» **SOURCE INFORMATION**:
◆ ◆ ◆ ◆
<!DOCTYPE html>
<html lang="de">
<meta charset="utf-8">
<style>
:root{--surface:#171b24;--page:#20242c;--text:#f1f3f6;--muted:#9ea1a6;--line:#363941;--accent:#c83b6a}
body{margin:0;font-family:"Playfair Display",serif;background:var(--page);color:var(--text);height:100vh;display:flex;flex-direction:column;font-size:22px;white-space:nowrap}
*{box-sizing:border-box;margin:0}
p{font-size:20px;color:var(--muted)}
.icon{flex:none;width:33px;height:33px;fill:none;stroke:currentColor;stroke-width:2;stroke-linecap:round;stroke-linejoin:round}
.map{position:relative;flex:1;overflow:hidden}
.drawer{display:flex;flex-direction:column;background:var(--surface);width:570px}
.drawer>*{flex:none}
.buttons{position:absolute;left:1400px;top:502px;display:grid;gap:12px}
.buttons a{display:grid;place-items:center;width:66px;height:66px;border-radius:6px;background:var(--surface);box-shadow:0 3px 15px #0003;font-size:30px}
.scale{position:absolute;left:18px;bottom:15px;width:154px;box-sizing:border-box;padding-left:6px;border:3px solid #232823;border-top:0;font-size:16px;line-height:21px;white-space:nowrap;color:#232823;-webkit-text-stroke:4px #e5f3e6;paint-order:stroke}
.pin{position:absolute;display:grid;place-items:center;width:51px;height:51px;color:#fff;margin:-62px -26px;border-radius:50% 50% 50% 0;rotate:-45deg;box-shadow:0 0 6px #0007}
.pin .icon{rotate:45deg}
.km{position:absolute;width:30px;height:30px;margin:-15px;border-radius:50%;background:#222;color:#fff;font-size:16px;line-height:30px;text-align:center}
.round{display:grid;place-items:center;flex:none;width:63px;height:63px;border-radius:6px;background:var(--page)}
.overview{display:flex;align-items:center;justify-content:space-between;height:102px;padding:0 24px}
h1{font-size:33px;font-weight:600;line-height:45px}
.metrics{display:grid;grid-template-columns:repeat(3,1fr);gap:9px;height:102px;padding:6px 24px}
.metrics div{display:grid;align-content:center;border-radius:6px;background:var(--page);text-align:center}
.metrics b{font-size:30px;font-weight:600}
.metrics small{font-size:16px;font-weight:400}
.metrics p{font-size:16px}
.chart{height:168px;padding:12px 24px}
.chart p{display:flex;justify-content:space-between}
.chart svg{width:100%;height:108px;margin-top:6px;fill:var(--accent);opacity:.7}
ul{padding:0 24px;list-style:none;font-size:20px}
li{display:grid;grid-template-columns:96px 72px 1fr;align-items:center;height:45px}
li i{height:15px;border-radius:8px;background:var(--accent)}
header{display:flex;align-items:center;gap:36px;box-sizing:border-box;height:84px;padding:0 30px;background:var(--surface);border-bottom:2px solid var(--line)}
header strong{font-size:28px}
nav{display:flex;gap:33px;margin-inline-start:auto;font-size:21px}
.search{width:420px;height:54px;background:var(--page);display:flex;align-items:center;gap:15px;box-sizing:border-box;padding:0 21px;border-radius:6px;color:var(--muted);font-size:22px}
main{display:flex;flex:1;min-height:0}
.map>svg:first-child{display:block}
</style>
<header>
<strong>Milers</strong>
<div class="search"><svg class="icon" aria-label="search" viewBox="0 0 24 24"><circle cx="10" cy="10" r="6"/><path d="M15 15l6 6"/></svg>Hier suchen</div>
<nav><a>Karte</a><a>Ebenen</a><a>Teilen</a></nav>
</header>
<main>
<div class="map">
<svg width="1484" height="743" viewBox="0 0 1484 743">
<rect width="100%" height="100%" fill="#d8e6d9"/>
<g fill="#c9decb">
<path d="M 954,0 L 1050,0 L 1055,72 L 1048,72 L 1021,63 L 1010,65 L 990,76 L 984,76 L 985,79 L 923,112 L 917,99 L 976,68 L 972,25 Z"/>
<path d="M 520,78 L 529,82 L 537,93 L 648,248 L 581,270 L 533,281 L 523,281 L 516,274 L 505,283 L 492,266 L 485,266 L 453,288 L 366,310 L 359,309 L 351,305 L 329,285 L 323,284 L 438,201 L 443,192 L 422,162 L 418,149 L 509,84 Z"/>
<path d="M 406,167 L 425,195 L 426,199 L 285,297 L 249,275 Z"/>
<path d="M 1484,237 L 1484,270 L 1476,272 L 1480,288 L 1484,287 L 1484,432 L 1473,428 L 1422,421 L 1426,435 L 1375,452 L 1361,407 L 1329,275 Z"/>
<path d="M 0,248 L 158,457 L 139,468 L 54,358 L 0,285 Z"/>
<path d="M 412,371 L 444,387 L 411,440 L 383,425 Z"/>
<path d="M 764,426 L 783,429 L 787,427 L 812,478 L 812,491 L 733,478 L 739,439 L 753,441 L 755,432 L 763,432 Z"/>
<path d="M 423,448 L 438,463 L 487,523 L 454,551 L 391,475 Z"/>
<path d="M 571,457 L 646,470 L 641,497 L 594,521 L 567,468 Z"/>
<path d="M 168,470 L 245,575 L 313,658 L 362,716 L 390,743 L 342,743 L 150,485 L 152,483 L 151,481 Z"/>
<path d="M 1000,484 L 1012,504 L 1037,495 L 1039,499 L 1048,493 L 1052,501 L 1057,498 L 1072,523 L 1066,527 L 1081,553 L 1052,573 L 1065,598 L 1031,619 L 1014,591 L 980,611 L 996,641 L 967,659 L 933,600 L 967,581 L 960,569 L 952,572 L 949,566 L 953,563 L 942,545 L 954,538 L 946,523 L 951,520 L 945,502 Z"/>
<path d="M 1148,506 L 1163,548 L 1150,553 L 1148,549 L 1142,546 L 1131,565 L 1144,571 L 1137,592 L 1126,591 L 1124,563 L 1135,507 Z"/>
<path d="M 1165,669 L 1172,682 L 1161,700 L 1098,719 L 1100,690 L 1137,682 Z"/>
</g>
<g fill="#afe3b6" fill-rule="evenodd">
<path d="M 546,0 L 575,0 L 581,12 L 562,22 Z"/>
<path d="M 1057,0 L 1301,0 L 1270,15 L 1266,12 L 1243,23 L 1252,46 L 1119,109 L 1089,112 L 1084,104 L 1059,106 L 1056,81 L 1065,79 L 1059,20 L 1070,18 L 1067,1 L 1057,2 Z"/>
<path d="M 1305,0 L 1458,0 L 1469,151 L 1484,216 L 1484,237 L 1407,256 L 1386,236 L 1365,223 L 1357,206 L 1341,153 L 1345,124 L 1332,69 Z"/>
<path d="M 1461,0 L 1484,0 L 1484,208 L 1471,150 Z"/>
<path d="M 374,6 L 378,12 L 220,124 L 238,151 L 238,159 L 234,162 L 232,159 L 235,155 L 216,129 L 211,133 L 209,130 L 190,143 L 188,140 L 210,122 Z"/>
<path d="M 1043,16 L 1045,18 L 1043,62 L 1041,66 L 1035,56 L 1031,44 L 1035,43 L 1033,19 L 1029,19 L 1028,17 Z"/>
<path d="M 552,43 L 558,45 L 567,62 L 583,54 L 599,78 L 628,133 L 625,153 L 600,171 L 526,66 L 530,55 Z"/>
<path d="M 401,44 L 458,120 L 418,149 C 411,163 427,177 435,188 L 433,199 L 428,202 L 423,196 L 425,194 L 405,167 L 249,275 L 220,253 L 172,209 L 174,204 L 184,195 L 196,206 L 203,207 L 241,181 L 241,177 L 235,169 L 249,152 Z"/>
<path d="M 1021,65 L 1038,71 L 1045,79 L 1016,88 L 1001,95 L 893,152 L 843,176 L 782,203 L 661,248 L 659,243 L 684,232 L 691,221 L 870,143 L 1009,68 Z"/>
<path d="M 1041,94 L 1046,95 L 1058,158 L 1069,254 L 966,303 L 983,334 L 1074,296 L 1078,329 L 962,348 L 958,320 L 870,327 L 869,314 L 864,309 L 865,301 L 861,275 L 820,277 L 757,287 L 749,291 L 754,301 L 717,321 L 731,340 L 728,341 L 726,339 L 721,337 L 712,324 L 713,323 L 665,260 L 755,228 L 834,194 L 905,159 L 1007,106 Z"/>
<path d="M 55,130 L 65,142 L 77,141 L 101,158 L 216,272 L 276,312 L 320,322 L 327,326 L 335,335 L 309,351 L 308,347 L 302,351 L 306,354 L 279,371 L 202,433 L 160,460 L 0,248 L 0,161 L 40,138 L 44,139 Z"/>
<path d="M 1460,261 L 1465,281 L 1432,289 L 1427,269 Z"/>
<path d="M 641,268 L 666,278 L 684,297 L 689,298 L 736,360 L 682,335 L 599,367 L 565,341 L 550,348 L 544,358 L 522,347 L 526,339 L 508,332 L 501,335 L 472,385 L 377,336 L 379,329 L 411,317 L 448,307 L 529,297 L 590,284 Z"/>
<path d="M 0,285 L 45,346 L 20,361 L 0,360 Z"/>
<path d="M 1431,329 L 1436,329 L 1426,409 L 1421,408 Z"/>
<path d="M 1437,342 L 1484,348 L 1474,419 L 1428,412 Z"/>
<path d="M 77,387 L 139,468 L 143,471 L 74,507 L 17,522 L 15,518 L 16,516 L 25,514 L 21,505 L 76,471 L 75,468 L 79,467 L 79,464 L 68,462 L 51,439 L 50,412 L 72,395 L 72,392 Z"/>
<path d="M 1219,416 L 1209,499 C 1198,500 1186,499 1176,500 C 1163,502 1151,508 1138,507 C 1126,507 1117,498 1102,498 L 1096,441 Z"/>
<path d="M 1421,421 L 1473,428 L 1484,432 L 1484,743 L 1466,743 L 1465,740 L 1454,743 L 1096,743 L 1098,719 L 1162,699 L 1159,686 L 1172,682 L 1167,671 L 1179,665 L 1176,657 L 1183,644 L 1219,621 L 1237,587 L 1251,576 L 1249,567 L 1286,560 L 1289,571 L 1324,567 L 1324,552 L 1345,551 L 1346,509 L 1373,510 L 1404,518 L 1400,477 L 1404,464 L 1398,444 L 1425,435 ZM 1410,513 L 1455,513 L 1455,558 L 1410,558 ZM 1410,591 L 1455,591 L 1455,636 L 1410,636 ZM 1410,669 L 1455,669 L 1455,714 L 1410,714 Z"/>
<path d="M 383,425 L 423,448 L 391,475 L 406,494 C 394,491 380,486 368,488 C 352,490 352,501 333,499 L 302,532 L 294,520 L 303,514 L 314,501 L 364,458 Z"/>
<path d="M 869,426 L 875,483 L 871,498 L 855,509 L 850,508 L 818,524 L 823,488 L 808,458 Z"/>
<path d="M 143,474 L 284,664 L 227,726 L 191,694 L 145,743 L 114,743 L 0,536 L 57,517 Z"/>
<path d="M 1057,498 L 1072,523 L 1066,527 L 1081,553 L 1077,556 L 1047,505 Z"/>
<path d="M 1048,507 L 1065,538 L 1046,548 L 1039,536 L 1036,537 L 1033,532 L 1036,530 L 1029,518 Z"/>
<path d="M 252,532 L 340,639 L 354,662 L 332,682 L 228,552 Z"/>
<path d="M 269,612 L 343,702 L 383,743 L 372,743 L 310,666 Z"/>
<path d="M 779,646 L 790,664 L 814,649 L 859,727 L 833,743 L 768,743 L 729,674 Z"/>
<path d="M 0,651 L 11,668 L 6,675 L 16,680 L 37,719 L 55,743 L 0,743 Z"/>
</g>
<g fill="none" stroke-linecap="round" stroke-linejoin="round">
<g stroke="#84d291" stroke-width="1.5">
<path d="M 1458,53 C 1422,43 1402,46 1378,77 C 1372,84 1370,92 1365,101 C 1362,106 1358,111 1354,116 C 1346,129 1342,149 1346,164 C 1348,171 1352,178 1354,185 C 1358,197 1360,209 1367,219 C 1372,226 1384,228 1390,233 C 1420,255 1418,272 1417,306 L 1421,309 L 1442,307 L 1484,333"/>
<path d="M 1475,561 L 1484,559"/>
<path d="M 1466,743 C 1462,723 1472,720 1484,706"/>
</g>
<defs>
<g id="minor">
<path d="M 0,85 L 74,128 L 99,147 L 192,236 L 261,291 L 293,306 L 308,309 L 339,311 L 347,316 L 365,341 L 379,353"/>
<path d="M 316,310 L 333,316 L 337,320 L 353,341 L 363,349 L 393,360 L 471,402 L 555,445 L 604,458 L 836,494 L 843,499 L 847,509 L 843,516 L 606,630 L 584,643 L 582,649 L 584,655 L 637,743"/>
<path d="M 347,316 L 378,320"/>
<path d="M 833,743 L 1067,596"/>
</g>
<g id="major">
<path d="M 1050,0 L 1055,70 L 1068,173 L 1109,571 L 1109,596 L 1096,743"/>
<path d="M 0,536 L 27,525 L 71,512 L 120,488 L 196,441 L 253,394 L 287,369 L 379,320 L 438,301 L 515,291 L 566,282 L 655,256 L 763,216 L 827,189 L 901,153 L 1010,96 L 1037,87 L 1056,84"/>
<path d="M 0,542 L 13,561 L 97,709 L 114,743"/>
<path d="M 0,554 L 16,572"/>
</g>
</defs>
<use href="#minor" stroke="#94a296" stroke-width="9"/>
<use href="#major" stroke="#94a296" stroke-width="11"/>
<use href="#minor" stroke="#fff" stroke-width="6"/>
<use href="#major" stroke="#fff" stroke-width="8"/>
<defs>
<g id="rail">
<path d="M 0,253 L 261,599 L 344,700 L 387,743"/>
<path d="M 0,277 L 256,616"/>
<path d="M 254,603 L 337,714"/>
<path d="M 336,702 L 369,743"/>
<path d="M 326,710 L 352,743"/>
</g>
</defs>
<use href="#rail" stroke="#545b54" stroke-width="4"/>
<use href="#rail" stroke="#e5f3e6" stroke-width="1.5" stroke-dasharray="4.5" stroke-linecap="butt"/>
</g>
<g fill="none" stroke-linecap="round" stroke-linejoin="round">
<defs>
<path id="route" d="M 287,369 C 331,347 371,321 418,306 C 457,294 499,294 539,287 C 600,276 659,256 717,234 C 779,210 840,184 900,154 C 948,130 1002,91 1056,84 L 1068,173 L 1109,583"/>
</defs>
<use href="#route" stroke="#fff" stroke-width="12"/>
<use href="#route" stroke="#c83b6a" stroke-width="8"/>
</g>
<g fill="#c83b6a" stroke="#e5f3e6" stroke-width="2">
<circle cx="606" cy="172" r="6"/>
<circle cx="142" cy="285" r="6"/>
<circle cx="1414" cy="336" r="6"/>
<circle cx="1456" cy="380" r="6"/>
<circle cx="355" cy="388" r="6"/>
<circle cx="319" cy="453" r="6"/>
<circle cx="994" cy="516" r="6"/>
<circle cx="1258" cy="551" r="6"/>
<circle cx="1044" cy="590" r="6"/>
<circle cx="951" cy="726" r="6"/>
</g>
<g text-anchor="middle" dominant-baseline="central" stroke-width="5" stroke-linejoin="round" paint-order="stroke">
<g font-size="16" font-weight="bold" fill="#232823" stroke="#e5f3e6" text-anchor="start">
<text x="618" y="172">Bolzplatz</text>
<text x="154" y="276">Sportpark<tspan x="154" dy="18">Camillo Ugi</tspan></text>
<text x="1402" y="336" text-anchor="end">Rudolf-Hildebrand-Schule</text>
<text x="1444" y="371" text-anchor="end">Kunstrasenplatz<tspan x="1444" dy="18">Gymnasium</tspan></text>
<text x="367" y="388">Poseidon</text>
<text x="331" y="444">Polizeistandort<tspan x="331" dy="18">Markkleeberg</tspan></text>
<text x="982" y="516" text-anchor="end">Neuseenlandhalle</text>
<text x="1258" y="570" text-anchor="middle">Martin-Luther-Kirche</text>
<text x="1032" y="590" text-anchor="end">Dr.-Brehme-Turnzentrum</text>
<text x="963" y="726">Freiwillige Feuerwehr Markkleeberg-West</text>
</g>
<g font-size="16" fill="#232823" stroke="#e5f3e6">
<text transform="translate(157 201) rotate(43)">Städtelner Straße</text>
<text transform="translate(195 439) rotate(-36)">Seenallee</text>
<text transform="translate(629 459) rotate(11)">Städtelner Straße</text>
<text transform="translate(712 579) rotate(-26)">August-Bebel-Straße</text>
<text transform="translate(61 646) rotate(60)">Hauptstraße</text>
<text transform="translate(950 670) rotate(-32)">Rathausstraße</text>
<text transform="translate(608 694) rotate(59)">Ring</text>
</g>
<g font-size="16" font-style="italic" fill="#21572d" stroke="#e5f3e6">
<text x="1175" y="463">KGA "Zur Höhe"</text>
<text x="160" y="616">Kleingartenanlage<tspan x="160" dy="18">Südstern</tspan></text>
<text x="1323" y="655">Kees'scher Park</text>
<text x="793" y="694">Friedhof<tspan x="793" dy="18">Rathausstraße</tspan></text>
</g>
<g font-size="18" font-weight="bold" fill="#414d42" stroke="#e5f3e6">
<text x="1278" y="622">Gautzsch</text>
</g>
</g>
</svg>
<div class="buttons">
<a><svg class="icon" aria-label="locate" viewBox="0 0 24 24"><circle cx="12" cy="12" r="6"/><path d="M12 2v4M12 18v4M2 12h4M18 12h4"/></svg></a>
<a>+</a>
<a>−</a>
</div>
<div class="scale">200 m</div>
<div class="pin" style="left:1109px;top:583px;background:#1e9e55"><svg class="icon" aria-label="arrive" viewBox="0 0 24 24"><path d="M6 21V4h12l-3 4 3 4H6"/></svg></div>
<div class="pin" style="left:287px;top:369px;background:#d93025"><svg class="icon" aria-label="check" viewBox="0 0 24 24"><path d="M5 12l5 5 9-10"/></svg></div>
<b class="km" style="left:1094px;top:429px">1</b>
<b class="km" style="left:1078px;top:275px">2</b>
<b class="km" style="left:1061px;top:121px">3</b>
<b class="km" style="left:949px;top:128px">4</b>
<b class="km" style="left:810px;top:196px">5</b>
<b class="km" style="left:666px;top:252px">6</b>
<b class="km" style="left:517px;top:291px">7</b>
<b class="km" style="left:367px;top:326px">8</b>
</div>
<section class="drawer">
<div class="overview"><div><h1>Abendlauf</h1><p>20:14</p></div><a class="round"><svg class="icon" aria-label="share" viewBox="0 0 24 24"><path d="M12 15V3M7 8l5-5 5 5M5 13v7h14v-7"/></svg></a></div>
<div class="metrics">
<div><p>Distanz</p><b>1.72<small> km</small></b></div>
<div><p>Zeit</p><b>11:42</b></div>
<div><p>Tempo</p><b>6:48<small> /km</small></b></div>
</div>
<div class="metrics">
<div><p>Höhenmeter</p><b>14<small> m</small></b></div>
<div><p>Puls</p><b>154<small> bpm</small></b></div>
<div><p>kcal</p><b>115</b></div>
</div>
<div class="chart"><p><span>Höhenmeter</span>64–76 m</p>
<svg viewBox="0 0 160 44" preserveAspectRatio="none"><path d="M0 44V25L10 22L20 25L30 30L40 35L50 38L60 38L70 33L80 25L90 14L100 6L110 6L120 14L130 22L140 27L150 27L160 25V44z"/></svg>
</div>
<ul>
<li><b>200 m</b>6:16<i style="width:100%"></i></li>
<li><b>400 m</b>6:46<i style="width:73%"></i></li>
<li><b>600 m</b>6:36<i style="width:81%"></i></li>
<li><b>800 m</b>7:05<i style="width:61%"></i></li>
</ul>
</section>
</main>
◆ ◆ ◆ ◆
» **ASSIGNMENT**: Within the data above, tally every line that has "direction" in it. Answer with the number only.

» **WRITTEN ANSWER**: 2